Asian economies urged to deepen complementarity

By YANG HAN in Hong Kong | China Daily Global | Updated: 2022-04-29 00:00

Enhanced trade collaboration, facilitation 'crucial to mitigate challenges'

The indirect impact of the Russia-Ukraine conflict on food and energy will affect countries worldwide, making it important for Asian nations to enhance trade cooperation and complement each other, experts said.

The high energy and food prices will depress consumer spending, while the sanctions on Russia will hurt the European Union's economy, and this will eventually affect Asia's trade, since the EU is a major trading partner, said Henry Chan, visiting senior research fellow at the Cambodian Institute for Cooperation and Peace.

Amid the current conflict, Chan sees a "natural substitution effect "in which Asian countries, prompted by disruptions, cooperate on developing regional supply chains.
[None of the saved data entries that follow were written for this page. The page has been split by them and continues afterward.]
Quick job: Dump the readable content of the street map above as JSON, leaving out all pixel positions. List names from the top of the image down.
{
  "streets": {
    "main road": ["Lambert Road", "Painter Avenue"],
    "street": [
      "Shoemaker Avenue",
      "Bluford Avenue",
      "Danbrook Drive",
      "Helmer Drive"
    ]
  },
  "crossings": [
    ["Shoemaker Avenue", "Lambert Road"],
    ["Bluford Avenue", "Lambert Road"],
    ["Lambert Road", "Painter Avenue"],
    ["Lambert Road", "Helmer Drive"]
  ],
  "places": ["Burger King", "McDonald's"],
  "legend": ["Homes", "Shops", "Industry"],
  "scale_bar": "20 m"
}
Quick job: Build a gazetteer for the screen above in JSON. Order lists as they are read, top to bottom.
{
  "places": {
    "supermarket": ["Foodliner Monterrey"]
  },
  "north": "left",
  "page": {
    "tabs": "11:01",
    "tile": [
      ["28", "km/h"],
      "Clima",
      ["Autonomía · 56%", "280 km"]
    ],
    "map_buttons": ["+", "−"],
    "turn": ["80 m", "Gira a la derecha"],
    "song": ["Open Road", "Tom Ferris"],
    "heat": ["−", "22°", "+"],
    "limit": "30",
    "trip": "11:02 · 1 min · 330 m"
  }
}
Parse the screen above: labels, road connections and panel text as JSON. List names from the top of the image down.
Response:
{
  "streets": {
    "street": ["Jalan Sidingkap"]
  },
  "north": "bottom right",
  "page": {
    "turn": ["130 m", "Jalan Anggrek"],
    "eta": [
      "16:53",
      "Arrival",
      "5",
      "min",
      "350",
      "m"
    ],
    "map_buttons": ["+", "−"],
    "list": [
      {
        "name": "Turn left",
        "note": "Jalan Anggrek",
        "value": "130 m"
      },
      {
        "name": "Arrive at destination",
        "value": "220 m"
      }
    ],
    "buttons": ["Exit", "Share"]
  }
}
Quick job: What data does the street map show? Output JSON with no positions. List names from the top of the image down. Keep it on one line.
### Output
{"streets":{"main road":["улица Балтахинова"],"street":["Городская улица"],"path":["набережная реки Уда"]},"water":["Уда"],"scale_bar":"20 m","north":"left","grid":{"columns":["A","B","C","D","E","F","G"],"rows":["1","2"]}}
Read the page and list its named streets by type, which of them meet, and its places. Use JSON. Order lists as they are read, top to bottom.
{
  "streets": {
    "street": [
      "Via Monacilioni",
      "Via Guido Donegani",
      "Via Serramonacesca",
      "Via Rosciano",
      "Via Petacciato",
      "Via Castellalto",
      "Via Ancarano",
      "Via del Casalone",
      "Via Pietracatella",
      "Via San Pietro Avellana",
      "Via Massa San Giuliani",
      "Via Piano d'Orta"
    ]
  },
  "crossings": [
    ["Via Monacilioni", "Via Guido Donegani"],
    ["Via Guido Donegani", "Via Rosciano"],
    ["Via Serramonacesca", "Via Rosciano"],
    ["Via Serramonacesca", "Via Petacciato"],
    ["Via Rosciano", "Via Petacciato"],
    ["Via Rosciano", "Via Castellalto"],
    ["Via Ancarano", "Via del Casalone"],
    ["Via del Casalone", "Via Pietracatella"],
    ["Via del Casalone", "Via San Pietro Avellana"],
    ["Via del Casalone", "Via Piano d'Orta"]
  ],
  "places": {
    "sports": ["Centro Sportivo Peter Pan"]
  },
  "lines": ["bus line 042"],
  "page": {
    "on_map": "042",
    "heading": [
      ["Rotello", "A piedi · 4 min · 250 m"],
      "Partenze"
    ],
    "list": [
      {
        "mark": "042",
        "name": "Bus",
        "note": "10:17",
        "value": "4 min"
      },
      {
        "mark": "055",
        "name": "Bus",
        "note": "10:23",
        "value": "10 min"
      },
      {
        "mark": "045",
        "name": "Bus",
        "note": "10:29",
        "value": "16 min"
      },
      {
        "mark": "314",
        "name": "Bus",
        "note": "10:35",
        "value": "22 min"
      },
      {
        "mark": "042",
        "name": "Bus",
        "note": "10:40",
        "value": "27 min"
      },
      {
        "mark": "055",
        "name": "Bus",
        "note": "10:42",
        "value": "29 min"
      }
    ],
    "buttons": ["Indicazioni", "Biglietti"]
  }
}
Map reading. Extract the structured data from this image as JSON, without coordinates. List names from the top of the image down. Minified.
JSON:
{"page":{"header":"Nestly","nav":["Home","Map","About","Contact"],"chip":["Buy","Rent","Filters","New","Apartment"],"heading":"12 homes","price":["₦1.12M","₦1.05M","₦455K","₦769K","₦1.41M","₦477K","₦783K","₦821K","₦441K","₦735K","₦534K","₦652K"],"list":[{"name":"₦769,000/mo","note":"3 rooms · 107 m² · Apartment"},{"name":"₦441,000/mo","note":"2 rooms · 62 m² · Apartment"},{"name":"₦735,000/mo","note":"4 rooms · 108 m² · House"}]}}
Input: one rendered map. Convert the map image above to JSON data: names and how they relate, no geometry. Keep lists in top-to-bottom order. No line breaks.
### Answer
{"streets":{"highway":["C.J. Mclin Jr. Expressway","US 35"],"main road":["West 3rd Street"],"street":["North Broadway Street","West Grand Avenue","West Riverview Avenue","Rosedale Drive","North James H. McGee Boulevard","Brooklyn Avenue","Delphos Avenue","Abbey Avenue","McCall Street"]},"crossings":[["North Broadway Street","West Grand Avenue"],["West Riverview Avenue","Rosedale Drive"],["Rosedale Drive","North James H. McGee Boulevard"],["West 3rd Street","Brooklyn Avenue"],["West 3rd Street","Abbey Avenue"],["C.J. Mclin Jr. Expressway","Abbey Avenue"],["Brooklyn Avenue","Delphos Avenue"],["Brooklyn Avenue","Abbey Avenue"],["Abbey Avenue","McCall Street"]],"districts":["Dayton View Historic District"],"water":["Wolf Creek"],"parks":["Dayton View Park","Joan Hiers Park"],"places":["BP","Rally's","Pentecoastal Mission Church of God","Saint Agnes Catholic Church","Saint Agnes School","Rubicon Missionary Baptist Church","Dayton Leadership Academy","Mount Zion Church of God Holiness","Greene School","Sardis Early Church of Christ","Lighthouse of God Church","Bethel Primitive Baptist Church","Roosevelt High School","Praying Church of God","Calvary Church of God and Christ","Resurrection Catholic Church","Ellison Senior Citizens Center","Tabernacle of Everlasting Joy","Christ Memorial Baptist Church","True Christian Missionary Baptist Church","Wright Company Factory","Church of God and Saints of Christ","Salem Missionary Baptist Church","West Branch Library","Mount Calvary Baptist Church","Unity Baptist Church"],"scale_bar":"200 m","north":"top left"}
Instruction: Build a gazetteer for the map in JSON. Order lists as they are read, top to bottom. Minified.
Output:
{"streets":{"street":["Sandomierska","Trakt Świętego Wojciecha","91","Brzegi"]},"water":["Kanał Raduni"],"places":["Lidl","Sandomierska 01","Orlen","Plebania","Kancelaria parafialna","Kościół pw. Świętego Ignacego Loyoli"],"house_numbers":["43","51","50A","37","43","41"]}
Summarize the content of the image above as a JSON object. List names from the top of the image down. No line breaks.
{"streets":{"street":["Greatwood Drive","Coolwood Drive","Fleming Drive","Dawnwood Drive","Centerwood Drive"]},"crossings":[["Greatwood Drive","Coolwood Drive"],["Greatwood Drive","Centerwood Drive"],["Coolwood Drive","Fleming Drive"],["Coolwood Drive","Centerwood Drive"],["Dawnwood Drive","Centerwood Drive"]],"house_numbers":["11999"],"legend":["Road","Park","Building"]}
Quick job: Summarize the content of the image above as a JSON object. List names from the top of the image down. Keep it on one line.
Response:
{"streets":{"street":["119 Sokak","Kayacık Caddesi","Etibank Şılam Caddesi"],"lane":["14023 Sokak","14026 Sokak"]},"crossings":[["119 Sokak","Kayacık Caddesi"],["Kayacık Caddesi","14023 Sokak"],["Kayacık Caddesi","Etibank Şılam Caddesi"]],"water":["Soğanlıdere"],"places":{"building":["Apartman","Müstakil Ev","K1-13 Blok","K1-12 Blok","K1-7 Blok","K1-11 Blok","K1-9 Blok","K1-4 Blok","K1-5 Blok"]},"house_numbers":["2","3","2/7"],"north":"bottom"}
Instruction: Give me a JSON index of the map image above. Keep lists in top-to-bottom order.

This effect will enhance the complementarity among Asian economies, especially with the Regional Comprehensive Economic Partnership taking effect this year, he said.

Chan said that "the most important thing" for Asian countries right now is to deepen such complementarity.

As an example, he said, Southeast Asian countries have been importing cellphones from China instead of Western countries, as they did in the past. This kind of move would help develop a more complete supply chain within the region and mitigate the impact of such things as the Russia-Ukraine conflict.

The ongoing conflict and Western sanctions on Moscow have led to disrupted supply chains and rising food and energy prices.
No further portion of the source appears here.